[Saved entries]
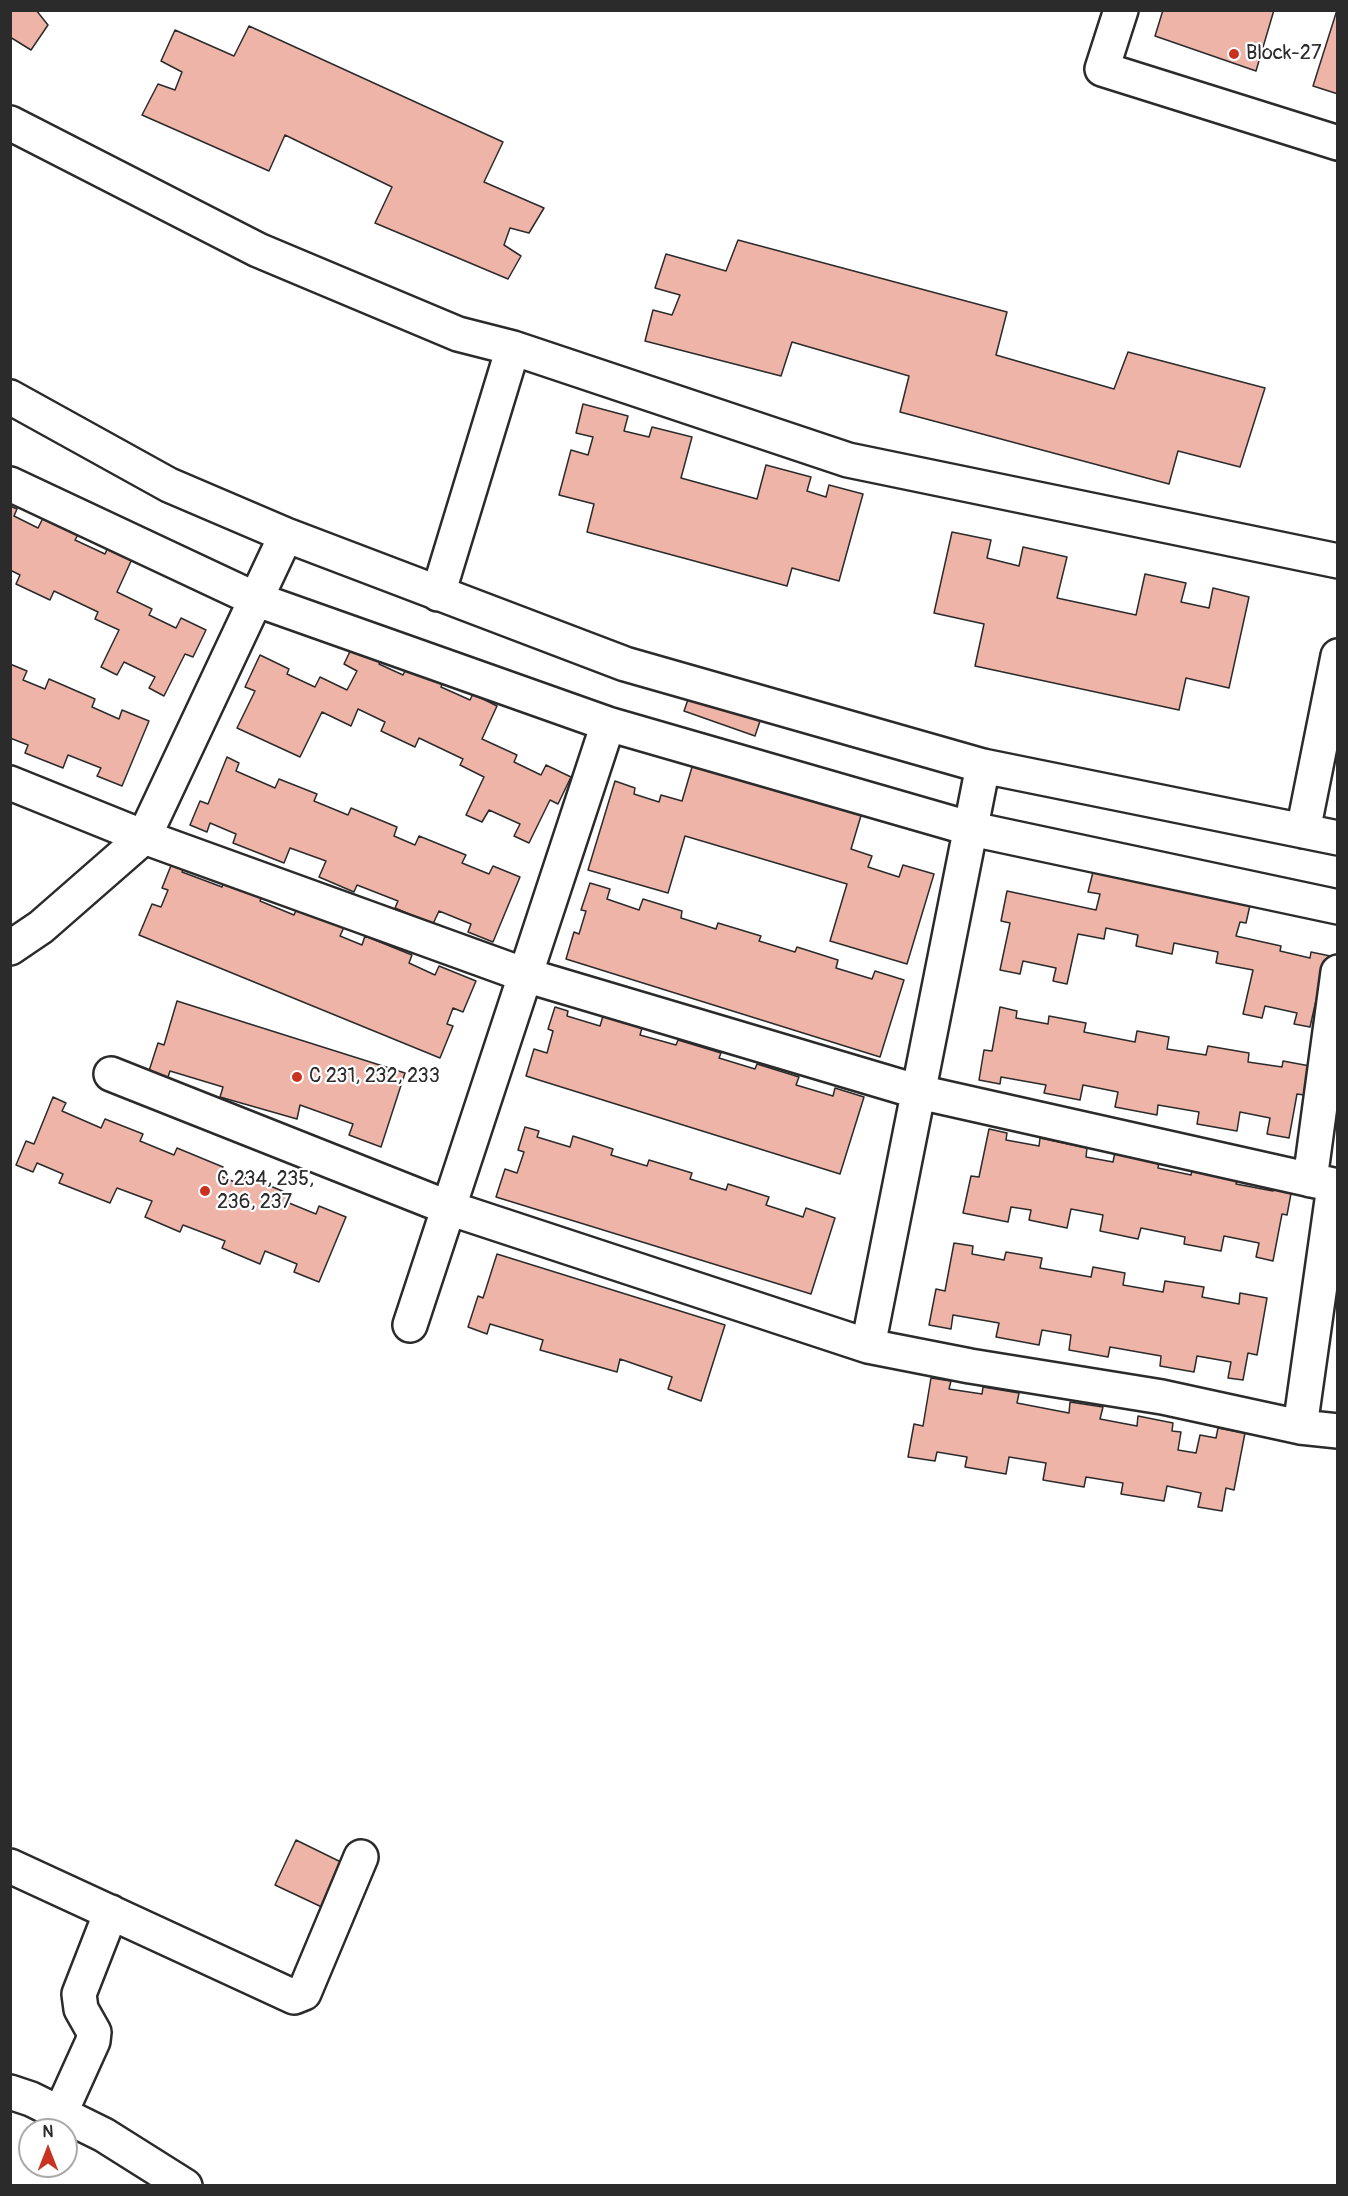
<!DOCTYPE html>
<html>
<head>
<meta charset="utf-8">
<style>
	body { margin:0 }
	#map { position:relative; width:1348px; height:2196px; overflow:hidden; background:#fff; font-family:Pangolin,sans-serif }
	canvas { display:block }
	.frame { position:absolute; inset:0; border:12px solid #2b2b2b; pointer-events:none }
	.north { position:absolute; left:18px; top:2118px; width:60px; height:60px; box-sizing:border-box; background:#fff; border:2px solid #aaa; border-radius:50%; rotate:0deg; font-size:16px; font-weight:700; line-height:24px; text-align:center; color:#2b2b2b }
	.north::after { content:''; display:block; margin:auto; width:21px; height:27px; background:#c8321e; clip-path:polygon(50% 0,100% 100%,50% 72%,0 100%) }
</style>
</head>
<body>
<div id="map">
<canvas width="1348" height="2196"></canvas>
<div class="frame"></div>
<div class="north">N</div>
</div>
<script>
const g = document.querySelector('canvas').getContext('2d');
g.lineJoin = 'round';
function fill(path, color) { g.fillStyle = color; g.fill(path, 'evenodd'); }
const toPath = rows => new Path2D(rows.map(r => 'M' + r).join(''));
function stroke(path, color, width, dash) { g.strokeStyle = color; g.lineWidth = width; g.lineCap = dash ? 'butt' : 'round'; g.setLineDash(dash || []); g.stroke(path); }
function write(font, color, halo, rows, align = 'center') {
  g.font = font + ' Pangolin,sans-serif'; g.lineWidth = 4.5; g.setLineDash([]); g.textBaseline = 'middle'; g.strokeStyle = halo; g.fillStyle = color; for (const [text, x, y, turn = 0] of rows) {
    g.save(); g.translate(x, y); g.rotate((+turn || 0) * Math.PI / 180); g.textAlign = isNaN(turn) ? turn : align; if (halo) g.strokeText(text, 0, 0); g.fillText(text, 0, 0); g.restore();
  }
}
const building = toPath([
	[10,10,36,10,48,25,31,50,10,37,10,10],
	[1163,10,1274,10,1256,71,1155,36,1163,10],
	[1337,10,1338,10,1338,94,1313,86,1337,10],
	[249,26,503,142,484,182,544,208,529,233,510,228,504,245,521,256,508,279,375,223,392,187,285,135,269,171,142,115,158,84,175,90,182,72,161,61,175,30,234,56,249,26],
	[738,240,1007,312,996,355,1114,389,1128,352,1265,388,1240,467,1178,451,1169,484,900,412,909,376,792,342,781,376,645,341,653,310,672,315,680,295,655,288,666,254,726,271,738,240],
	[583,404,628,416,624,431,649,437,652,427,692,437,681,478,757,499,766,465,811,477,807,491,826,497,829,485,863,494,839,581,792,568,787,586,587,532,594,504,559,495,571,450,588,455,593,437,576,433,583,404],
	[10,506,17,509,14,516,38,528,44,516,79,533,75,540,105,554,108,547,132,559,117,592,152,609,149,615,176,628,181,618,206,630,193,657,185,654,164,696,149,688,155,677,124,662,117,675,101,667,119,630,95,619,98,612,54,591,50,600,16,584,20,575,10,570,10,506],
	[952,532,991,540,987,558,1019,566,1023,547,1067,557,1057,598,1136,615,1145,574,1186,583,1181,602,1209,608,1213,588,1249,597,1229,688,1186,678,1179,710,975,666,984,624,934,613,952,532],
	[354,643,382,657,379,664,403,675,409,663,444,679,441,687,470,700,473,694,497,706,482,739,517,755,514,762,541,775,546,765,571,777,558,804,550,800,529,843,514,836,520,824,489,810,482,822,466,815,484,777,460,765,463,759,419,738,415,747,381,731,385,722,358,709,351,726,322,712,300,757,237,728,255,691,245,687,260,655,289,669,287,674,315,687,320,677,347,690,357,671,344,664,354,643],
	[10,664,27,671,23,680,45,689,49,679,95,699,92,707,119,719,122,710,149,721,122,786,97,776,101,768,68,755,63,768,25,753,28,745,10,738,10,664],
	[692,688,763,712,755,736,684,711,692,688],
	[227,757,239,763,236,771,275,788,279,779,317,794,314,801,348,815,351,808,397,827,394,836,415,845,419,836,466,855,462,863,489,874,493,866,520,877,493,942,468,932,471,924,439,911,433,924,395,908,398,901,357,885,354,892,319,877,326,861,290,848,284,863,233,843,236,834,210,823,207,832,190,825,200,801,208,804,227,757],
	[695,757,723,765,720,774,748,782,750,774,863,809,851,849,872,856,868,867,899,877,903,865,934,874,907,964,830,941,847,884,685,836,668,893,588,870,615,781,635,788,634,794,659,802,661,795,682,801,695,757],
	[174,858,186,863,182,872,222,887,225,879,263,894,260,901,294,915,297,908,344,927,340,936,362,945,365,936,412,955,409,963,435,975,439,966,476,981,463,1012,453,1008,447,1024,453,1026,440,1058,139,935,152,904,161,907,168,890,162,888,174,858],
	[1096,860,1253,892,1246,923,1240,922,1236,936,1281,946,1280,951,1310,958,1311,952,1335,957,1328,989,1319,987,1310,1027,1294,1024,1297,1013,1265,1006,1262,1018,1243,1014,1253,970,1216,963,1218,952,1174,943,1172,954,1136,946,1138,935,1106,928,1104,939,1078,934,1067,984,1053,981,1056,968,1023,961,1020,974,1000,970,1010,923,1001,921,1007,891,1096,910,1100,894,1088,892,1096,860],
	[590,883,610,889,607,899,639,910,643,899,682,911,681,918,716,929,718,923,761,936,759,941,795,952,797,947,838,960,836,968,872,979,875,971,904,980,880,1057,566,959,574,932,579,934,586,911,581,910,590,883],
	[177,1001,405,1073,381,1147,349,1135,353,1124,300,1105,297,1119,220,1097,223,1087,170,1071,167,1080,148,1074,158,1043,164,1045,177,1001],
	[555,1007,568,1011,567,1016,600,1026,603,1016,642,1028,640,1035,676,1045,678,1040,721,1053,719,1058,755,1069,757,1064,799,1077,796,1085,833,1096,835,1088,864,1097,840,1174,526,1076,534,1049,547,1053,553,1031,548,1029,555,1007],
	[1000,1007,1017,1011,1016,1018,1048,1024,1049,1016,1086,1023,1084,1032,1135,1042,1137,1031,1169,1037,1167,1049,1206,1055,1208,1046,1249,1053,1248,1062,1282,1067,1283,1061,1310,1066,1304,1095,1297,1094,1289,1138,1267,1134,1270,1118,1240,1112,1237,1131,1197,1124,1199,1112,1158,1105,1157,1115,1115,1107,1118,1092,1083,1085,1080,1100,1044,1093,1046,1085,1001,1077,1000,1084,979,1080,984,1050,992,1051,1000,1007],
	[53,1097,66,1103,62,1111,101,1128,105,1119,143,1134,140,1141,174,1155,177,1148,223,1167,220,1176,242,1185,246,1176,292,1195,289,1203,316,1214,319,1206,346,1217,319,1282,294,1272,297,1264,265,1251,260,1264,222,1248,225,1241,183,1225,180,1232,145,1217,152,1201,117,1188,110,1203,59,1183,63,1174,37,1163,33,1172,16,1165,26,1141,34,1144,53,1097],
	[525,1127,539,1131,537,1137,570,1147,573,1136,613,1149,611,1155,647,1166,649,1160,692,1173,690,1179,726,1190,728,1184,769,1197,766,1205,803,1217,806,1208,835,1218,811,1294,496,1197,505,1169,517,1173,524,1152,518,1150,525,1127],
	[989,1129,1007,1133,1006,1140,1039,1146,1040,1138,1087,1148,1086,1157,1113,1162,1115,1152,1159,1160,1158,1168,1191,1175,1193,1166,1238,1175,1236,1184,1273,1191,1275,1179,1293,1183,1287,1215,1282,1214,1273,1261,1256,1257,1259,1243,1224,1236,1221,1251,1184,1244,1185,1237,1141,1228,1138,1239,1100,1231,1103,1215,1071,1209,1067,1228,1029,1220,1031,1210,1011,1207,1008,1222,963,1213,971,1176,979,1177,989,1129],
	[954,1243,973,1246,972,1254,1004,1260,1006,1252,1042,1258,1040,1268,1091,1277,1093,1267,1125,1273,1123,1285,1163,1292,1165,1281,1204,1287,1202,1297,1239,1304,1240,1293,1267,1298,1257,1355,1248,1353,1243,1380,1228,1378,1231,1362,1197,1356,1194,1372,1160,1366,1161,1356,1110,1347,1108,1357,1069,1350,1071,1335,1042,1330,1039,1345,996,1337,999,1323,953,1315,951,1329,929,1325,936,1289,945,1291,954,1243],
	[497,1254,725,1325,701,1401,668,1389,672,1377,620,1359,617,1372,540,1350,543,1340,490,1324,487,1334,468,1327,478,1296,483,1298,497,1254],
	[931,1378,951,1381,949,1389,982,1394,983,1387,1019,1393,1017,1403,1069,1413,1070,1402,1103,1407,1100,1419,1137,1426,1138,1416,1173,1423,1172,1431,1181,1432,1178,1450,1196,1453,1200,1435,1216,1438,1218,1428,1245,1433,1234,1490,1226,1488,1222,1511,1198,1507,1201,1493,1167,1486,1164,1501,1121,1494,1123,1483,1086,1477,1084,1487,1043,1480,1046,1463,1009,1457,1006,1474,965,1467,967,1457,937,1452,935,1461,908,1457,914,1424,923,1426,931,1378],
	[296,1840,347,1865,326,1909,275,1885,296,1840]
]);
const minor = toPath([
	[1121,10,1102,69,1338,143],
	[10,123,258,250,458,334,513,348,848,460,1338,561],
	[10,397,169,485,286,535,625,664,983,766,1338,838],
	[10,484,255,599,608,724,972,829,1338,907],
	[286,535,144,837,525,975,919,1092,1338,1186],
	[438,594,513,348],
	[983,766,868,1346,970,1366,1162,1397,1300,1427,1338,1431],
	[10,783,144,837,41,927,10,948],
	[1303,831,1338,656],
	[111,1074,449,1208,868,1346],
	[1310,1180,1338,972],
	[410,1325,608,724],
	[1300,1427,1334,1186],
	[10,1866,294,1997,304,1993,361,1857],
	[10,2092,31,2099,104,2135,185,2186],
	[60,2114,93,2041,94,2032,81,2009,79,1994,111,1912]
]);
const markers = [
	[1234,54,6,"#c8321e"],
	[297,1077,6,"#c8321e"],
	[205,1191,6,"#c8321e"]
];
const poiNames = [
	["Block-27",1246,54],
	["C 231, 232, 233",309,1077],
	["C 234, 235,",217,1180],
	["236, 237",217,1203]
];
fill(building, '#eeb4a8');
stroke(building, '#2b2b2b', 1.5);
stroke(minor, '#2b2b2b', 38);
stroke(minor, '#fff', 33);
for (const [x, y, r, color] of markers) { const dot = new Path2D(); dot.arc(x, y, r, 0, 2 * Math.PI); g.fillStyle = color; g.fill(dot); stroke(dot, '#fff', 2); }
write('20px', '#2b2b2b', '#fff', poiNames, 'left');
</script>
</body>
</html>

> **WORK INSTRUCTION**
Print the lines above from the one with "g.lineJoin = 'round';" through the one with "const toPath = rows", both included, exactly as written and nothing more.

> **ANSWER**
g.lineJoin = 'round';
function fill(path, color) { g.fillStyle = color; g.fill(path, 'evenodd'); }
const toPath = rows => new Path2D(rows.map(r => 'M' + r).join(''));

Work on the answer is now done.